Add validation on the buffer-to-buffer copies within same buffer

This patch adds the validation on the buffer-to-buffer copies within the
same buffer. When the source and destination buffer are the same one in
CopyBufferToBuffer(), the copy region cannot overlap or it will cause
undefined behaviors on Metal and Vulkan.

BUG=dawn:17
TEST=dawn_unittests, dawn_end2end_tests

Change-Id: I63ab790787ec0a973ae22787a9348bddfb6a5373
Reviewed-on: https://dawn-review.googlesource.com/c/dawn/+/21602
Reviewed-by: Austin Eng <enga@chromium.org>
Commit-Queue: Jiawei Shao <jiawei.shao@intel.com>
diff --git a/src/dawn_native/CommandEncoder.cpp b/src/dawn_native/CommandEncoder.cpp
index f0dd1d1..dbd2069 100644
--- a/src/dawn_native/CommandEncoder.cpp
+++ b/src/dawn_native/CommandEncoder.cpp
@@ -102,6 +102,20 @@
             return {};
         }
 
+        MaybeError ValidateB2BCopyWithinSameBuffer(uint64_t dataSize,
+                                                   uint64_t srcOffset,
+                                                   uint64_t dstOffset) {
+            uint64_t maxOffset = std::max(srcOffset, dstOffset);
+            uint64_t minOffset = std::min(srcOffset, dstOffset);
+
+            if (minOffset + dataSize > maxOffset) {
+                return DAWN_VALIDATION_ERROR(
+                    "Copy regions cannot overlap when copy within the same buffer");
+            }
+
+            return {};
+        }
+
         MaybeError ValidateTexelBufferOffset(const BufferCopyView& bufferCopy,
                                              const Format& format) {
             if (bufferCopy.offset % format.blockByteSize != 0) {
@@ -648,6 +662,11 @@
                 DAWN_TRY(ValidateCopySizeFitsInBuffer(destination, destinationOffset, size));
                 DAWN_TRY(ValidateB2BCopyAlignment(size, sourceOffset, destinationOffset));
 
+                if (source == destination) {
+                    DAWN_TRY(
+                        ValidateB2BCopyWithinSameBuffer(size, sourceOffset, destinationOffset));
+                }
+
                 DAWN_TRY(ValidateCanUseAs(source, wgpu::BufferUsage::CopySrc));
                 DAWN_TRY(ValidateCanUseAs(destination, wgpu::BufferUsage::CopyDst));
 
diff --git a/src/tests/end2end/CopyTests.cpp b/src/tests/end2end/CopyTests.cpp
index f00df82..7265a2d 100644
--- a/src/tests/end2end/CopyTests.cpp
+++ b/src/tests/end2end/CopyTests.cpp
@@ -71,6 +71,8 @@
         }
 };
 
+class CopyTests_B2B : public CopyTests {};
+
 class CopyTests_T2B : public CopyTests {
     protected:
 
@@ -399,6 +401,57 @@
     }
 };
 
+// Test that copying within the same buffer works
+TEST_P(CopyTests_B2B, CopyWithinSameBuffer) {
+    // Copy the first 2 uint32_t values to the 4th and 5th uint32_t values.
+    {
+        // Create a buffer with 6 uint32_t values.
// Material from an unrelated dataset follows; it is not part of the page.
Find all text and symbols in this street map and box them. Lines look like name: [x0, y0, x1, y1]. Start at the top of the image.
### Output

+        wgpu::Buffer buffer = utils::CreateBufferFromData(
+            device, wgpu::BufferUsage::CopySrc | wgpu::BufferUsage::CopyDst,
+            {1u, 2u, 3u, 4u, 5u, 6u});
+
+        constexpr uint32_t kSrcOffset = 0u;
+        constexpr uint32_t kDstOffset = 3u * sizeof(uint32_t);
+        constexpr uint32_t kSize = 2u * sizeof(uint32_t);
+        wgpu::CommandEncoder encoder = device.CreateCommandEncoder();
+        encoder.CopyBufferToBuffer(buffer, kSrcOffset, buffer, kDstOffset, kSize);
+        wgpu::CommandBuffer commands = encoder.Finish();
+        queue.Submit(1, &commands);
+
+        // Verify the first two uint32_t values are correctly copied to the locations where the 4th
+        // and 5th uint32_t values are stored.
+        std::array<uint32_t, 6> kExpected = {{1u, 2u, 3u, 1u, 2u, 6u}};
+        EXPECT_BUFFER_U32_RANGE_EQ(kExpected.data(), buffer, 0, kExpected.size());
+    }
+
+    // Copy the 4th and 5th uint32_t values to the first two uint32_t values.
+    {
+        // Create a buffer with 6 uint32_t values.
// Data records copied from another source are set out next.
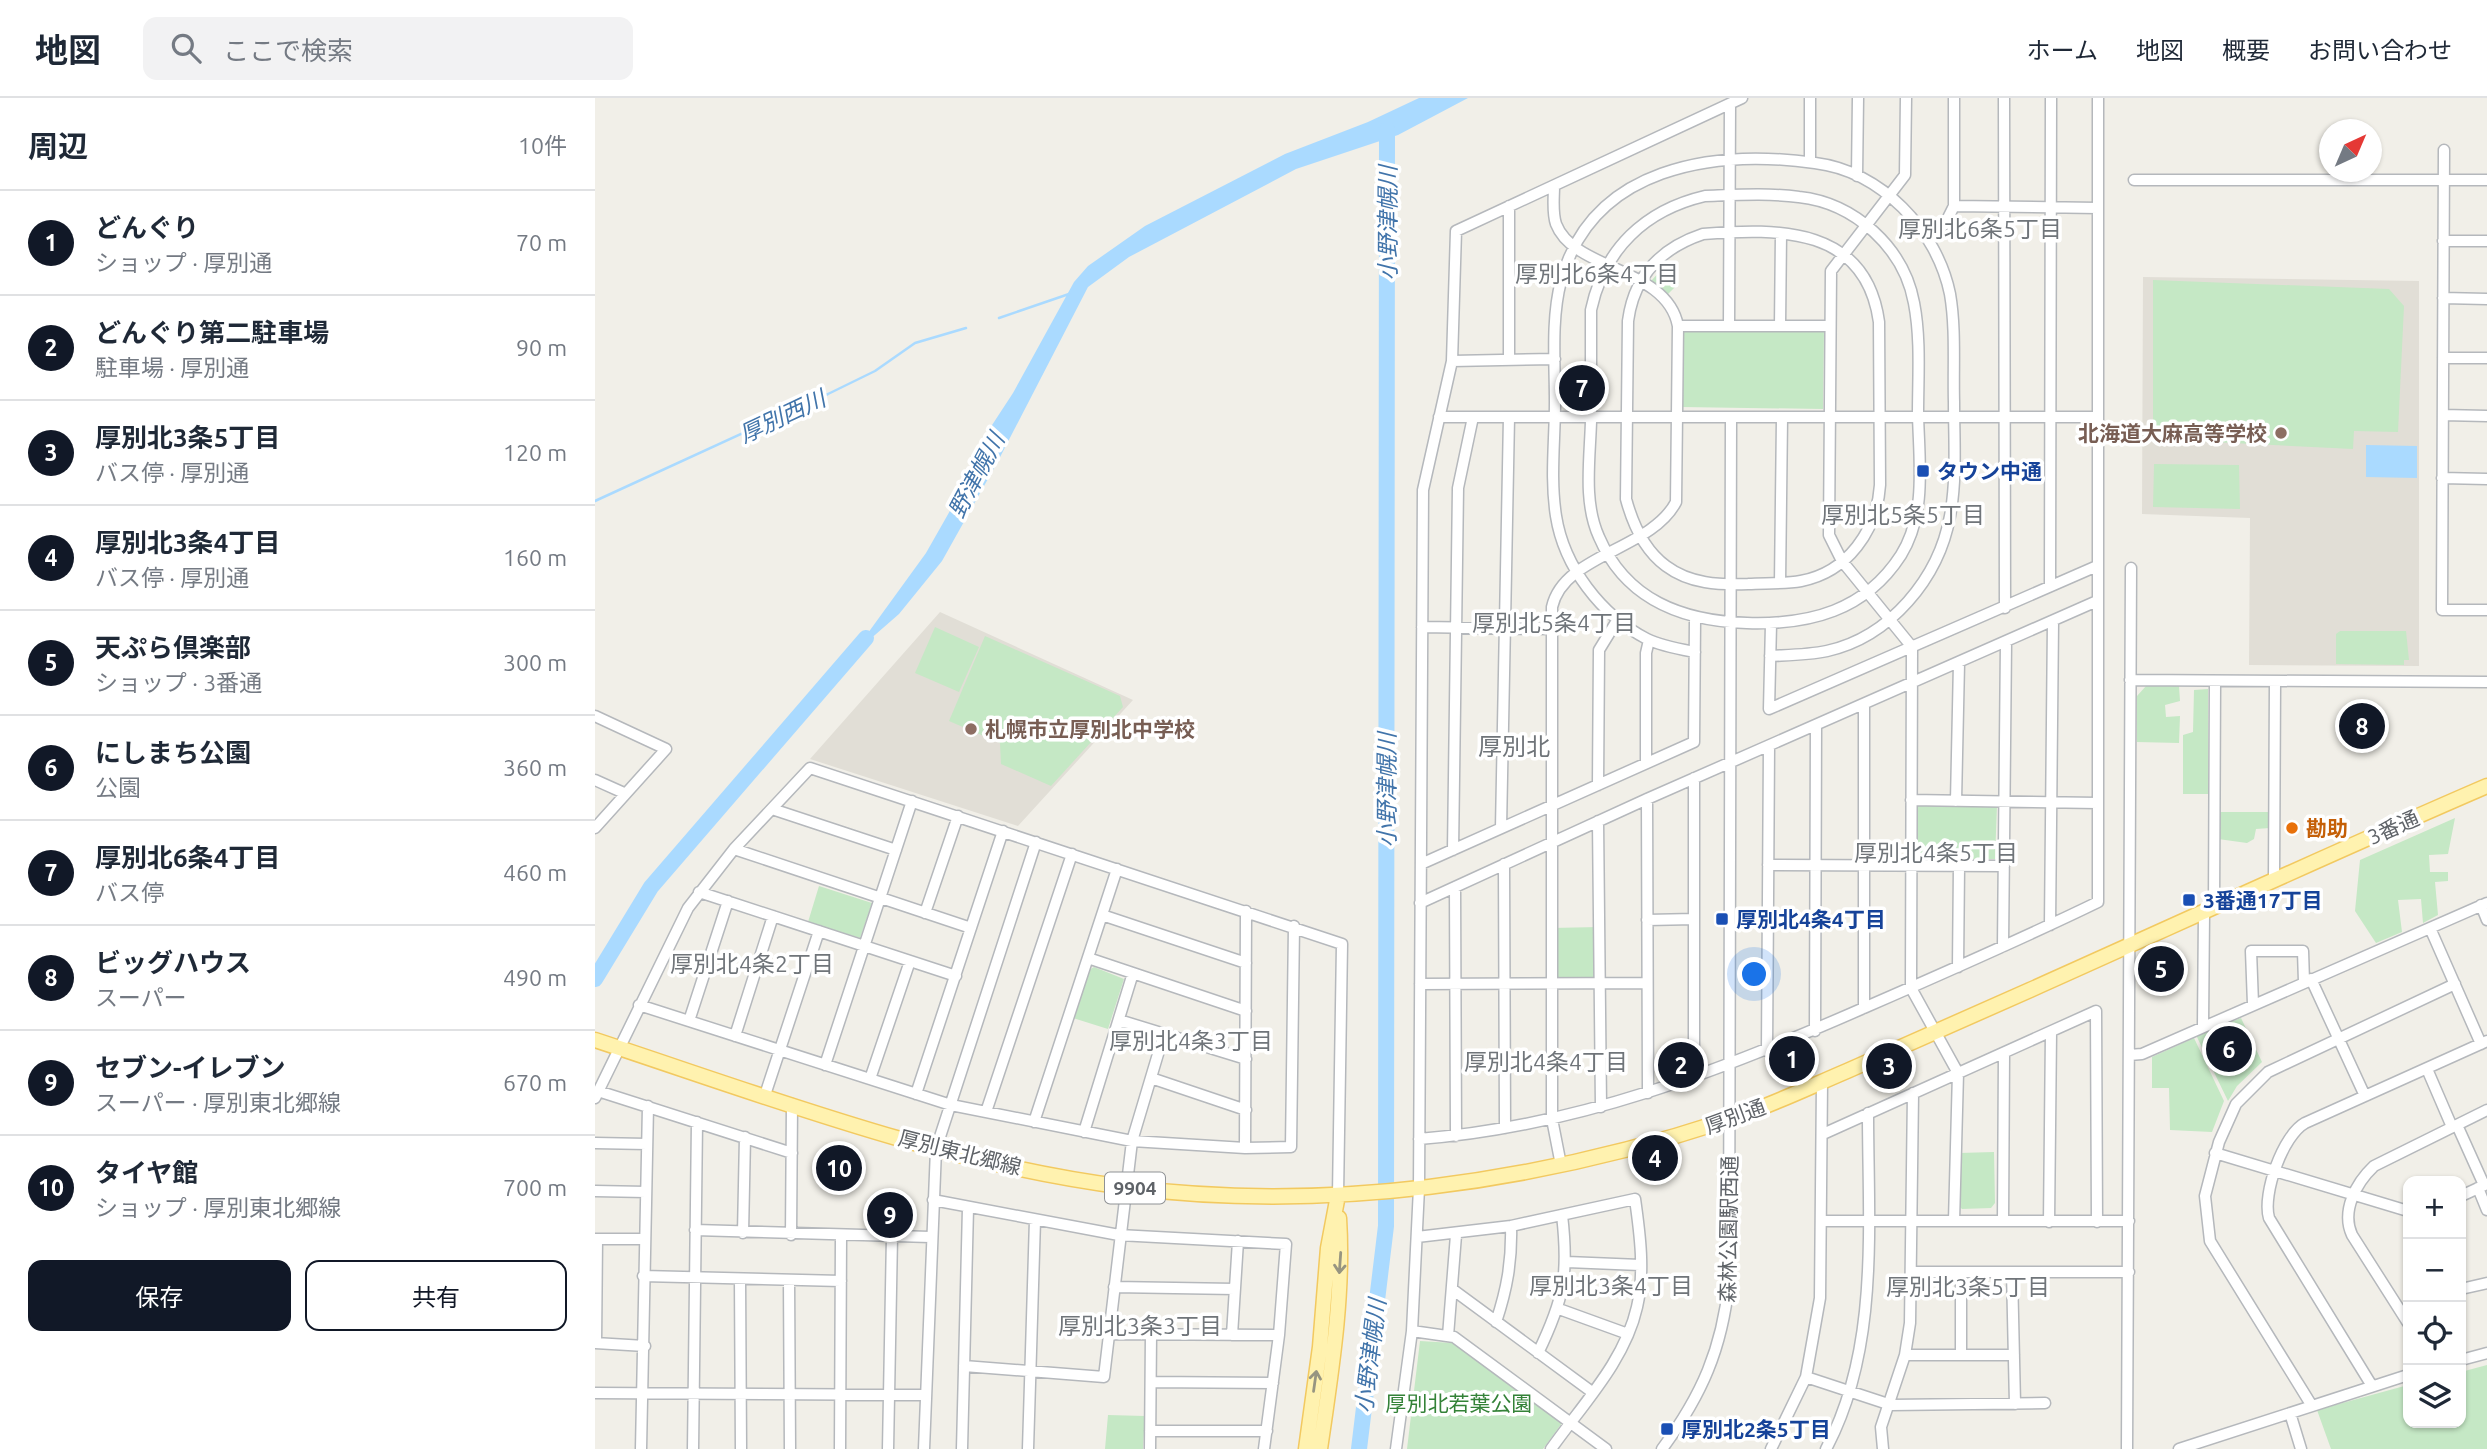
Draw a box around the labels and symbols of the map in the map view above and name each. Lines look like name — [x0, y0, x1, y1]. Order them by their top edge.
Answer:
north arrow — [2319, 119, 2382, 182]
water label: 小野津幌川 — [1375, 163, 1400, 281]
district label: 厚別北6条5丁目 — [1898, 216, 2062, 241]
district label: 厚別北6条4丁目 — [1515, 261, 1679, 286]
pin: 7 — [1559, 362, 1605, 414]
water label: 厚別西川 — [735, 384, 832, 447]
place label: 北海道大麻高等学校 — [2078, 421, 2267, 445]
marker: 北海道大麻高等学校 — [2273, 425, 2289, 441]
water label: 野津幌川 — [943, 426, 1010, 521]
place label: タウン中通 — [1937, 459, 2042, 483]
marker: タウン中通 — [1915, 463, 1931, 479]
district label: 厚別北5条5丁目 — [1821, 502, 1985, 527]
district label: 厚別北5条4丁目 — [1472, 610, 1636, 635]
pin: 8 — [2339, 700, 2385, 752]
place label: 札幌市立厚別北中学校 — [985, 717, 1195, 741]
marker: 札幌市立厚別北中学校 — [963, 721, 979, 737]
water label: 小野津幌川 — [1374, 730, 1399, 848]
district label: 厚別北 — [1478, 733, 1550, 760]
street label: 3番通 — [2364, 805, 2422, 849]
place label: 勘助 — [2306, 816, 2348, 840]
marker: 勘助 — [2284, 820, 2300, 836]
district label: 厚別北4条5丁目 — [1854, 840, 2018, 865]
place label: 3番通17丁目 — [2203, 888, 2323, 912]
marker: 3番通17丁目 — [2181, 892, 2197, 908]
place label: 厚別北4条4丁目 — [1736, 907, 1886, 931]
marker: 厚別北4条4丁目 — [1714, 911, 1730, 927]
pin: 5 — [2138, 943, 2184, 995]
district label: 厚別北4条2丁目 — [670, 951, 834, 976]
your location — [1737, 957, 1771, 991]
pin: 6 — [2206, 1023, 2252, 1075]
district label: 厚別北4条3丁目 — [1109, 1028, 1273, 1053]
pin: 1 — [1769, 1033, 1815, 1085]
pin: 2 — [1658, 1039, 1704, 1091]
pin: 3 — [1866, 1040, 1912, 1092]
district label: 厚別北4条4丁目 — [1464, 1049, 1628, 1074]
street label: 厚別通 — [1701, 1094, 1769, 1138]
street label: 厚別東北郷線 — [896, 1125, 1024, 1179]
pin: 4 — [1632, 1132, 1678, 1184]
pin: 10 — [816, 1142, 862, 1194]
street label: 森林公園駅西通 — [1715, 1155, 1741, 1303]
road number: 9904 — [1105, 1172, 1165, 1204]
pin: 9 — [867, 1189, 913, 1241]
one-way arrow — [1333, 1252, 1346, 1274]
district label: 厚別北3条4丁目 — [1529, 1273, 1693, 1298]
district label: 厚別北3条5丁目 — [1886, 1274, 2050, 1299]
water label: 小野津幌川 — [1351, 1294, 1390, 1415]
district label: 厚別北3条3丁目 — [1058, 1313, 1222, 1338]
one-way arrow — [1309, 1371, 1322, 1393]
park label: 厚別北若葉公園 — [1386, 1391, 1533, 1415]
place label: 厚別北2条5丁目 — [1681, 1417, 1831, 1441]
marker: 厚別北2条5丁目 — [1659, 1421, 1675, 1437]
+        wgpu::Buffer buffer = utils::CreateBufferFromData(
+            device, wgpu::BufferUsage::CopySrc | wgpu::BufferUsage::CopyDst,
+            {1u, 2u, 3u, 4u, 5u, 6u});
+
+        constexpr uint32_t kSrcOffset = 3u * sizeof(uint32_t);
+        constexpr uint32_t kDstOffset = 0u;
+        constexpr uint32_t kSize = 2u * sizeof(uint32_t);
+        wgpu::CommandEncoder encoder = device.CreateCommandEncoder();
+        encoder.CopyBufferToBuffer(buffer, kSrcOffset, buffer, kDstOffset, kSize);
+        wgpu::CommandBuffer commands = encoder.Finish();
+        queue.Submit(1, &commands);
+
+        // Verify the 4th and 5th uint32_t values are correctly copied to the locations where the
+        // first uint32_t values are stored.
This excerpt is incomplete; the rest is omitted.